### Task material

§

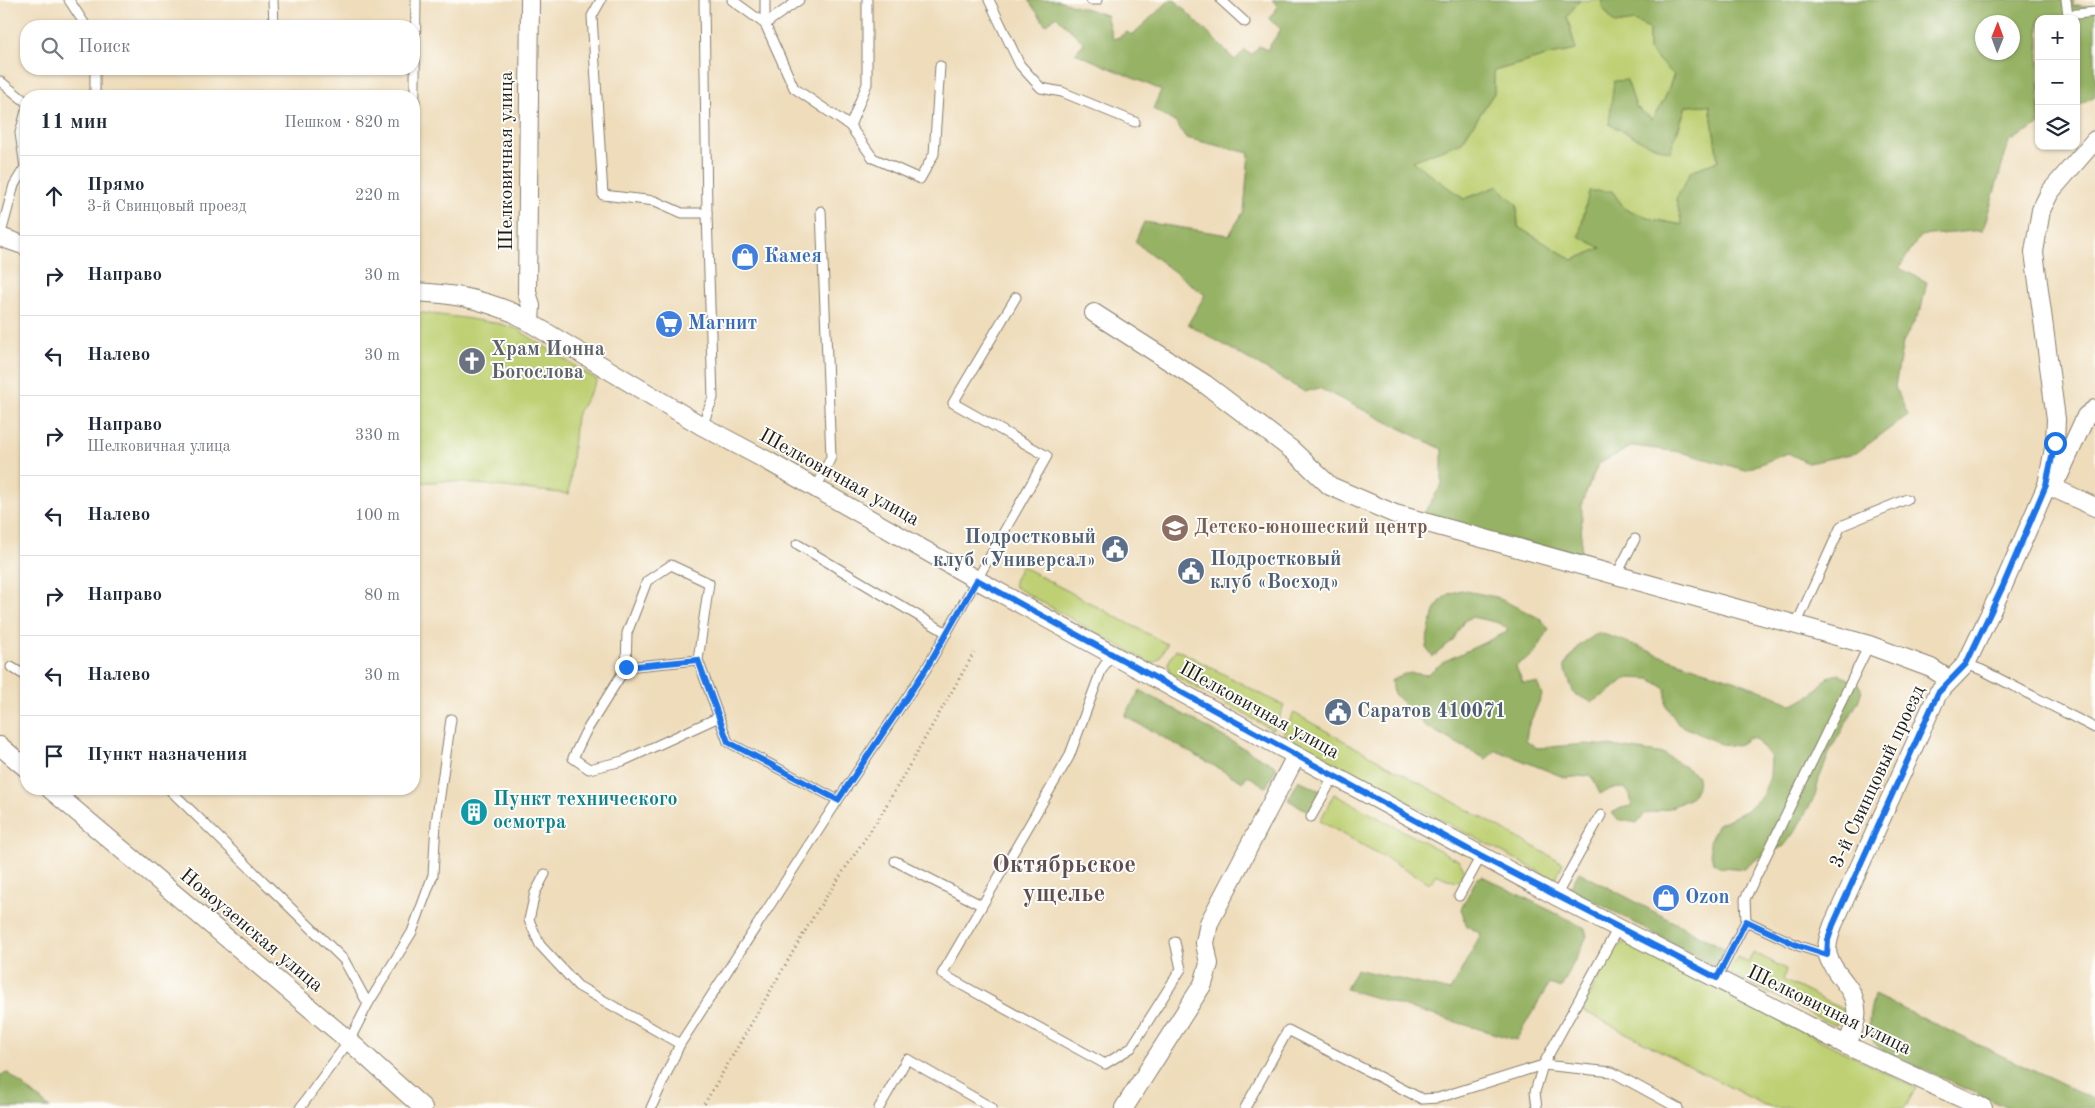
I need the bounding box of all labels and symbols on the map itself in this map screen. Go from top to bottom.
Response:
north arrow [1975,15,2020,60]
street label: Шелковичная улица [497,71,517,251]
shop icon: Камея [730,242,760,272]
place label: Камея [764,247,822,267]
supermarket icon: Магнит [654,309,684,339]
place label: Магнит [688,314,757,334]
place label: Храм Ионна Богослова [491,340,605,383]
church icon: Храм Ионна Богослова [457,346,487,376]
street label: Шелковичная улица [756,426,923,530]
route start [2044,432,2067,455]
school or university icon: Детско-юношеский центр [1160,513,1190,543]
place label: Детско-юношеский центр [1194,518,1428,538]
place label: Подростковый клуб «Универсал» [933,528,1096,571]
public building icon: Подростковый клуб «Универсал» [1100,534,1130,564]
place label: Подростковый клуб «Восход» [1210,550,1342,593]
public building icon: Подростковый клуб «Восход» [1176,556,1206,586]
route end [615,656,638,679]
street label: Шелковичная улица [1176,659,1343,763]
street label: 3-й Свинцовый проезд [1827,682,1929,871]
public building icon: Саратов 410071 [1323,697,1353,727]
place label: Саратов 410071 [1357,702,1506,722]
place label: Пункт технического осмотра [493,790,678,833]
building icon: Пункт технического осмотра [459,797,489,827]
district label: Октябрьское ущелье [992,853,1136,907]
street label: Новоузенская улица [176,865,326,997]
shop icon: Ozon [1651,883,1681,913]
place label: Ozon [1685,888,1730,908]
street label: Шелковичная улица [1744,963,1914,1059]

§

### How to complete this task
This exercise calls for the records to be given again exactly, without the images.

### Task solution
I need the bounding box of all labels and symbols on the map itself in this map screen. Go from top to bottom.
Response:
north arrow [1975,15,2020,60]
street label: Шелковичная улица [497,71,517,251]
shop icon: Камея [730,242,760,272]
place label: Камея [764,247,822,267]
supermarket icon: Магнит [654,309,684,339]
place label: Магнит [688,314,757,334]
place label: Храм Ионна Богослова [491,340,605,383]
church icon: Храм Ионна Богослова [457,346,487,376]
street label: Шелковичная улица [756,426,923,530]
route start [2044,432,2067,455]
school or university icon: Детско-юношеский центр [1160,513,1190,543]
place label: Детско-юношеский центр [1194,518,1428,538]
place label: Подростковый клуб «Универсал» [933,528,1096,571]
public building icon: Подростковый клуб «Универсал» [1100,534,1130,564]
place label: Подростковый клуб «Восход» [1210,550,1342,593]
public building icon: Подростковый клуб «Восход» [1176,556,1206,586]
route end [615,656,638,679]
street label: Шелковичная улица [1176,659,1343,763]
street label: 3-й Свинцовый проезд [1827,682,1929,871]
public building icon: Саратов 410071 [1323,697,1353,727]
place label: Саратов 410071 [1357,702,1506,722]
place label: Пункт технического осмотра [493,790,678,833]
building icon: Пункт технического осмотра [459,797,489,827]
district label: Октябрьское ущелье [992,853,1136,907]
street label: Новоузенская улица [176,865,326,997]
shop icon: Ozon [1651,883,1681,913]
place label: Ozon [1685,888,1730,908]
street label: Шелковичная улица [1744,963,1914,1059]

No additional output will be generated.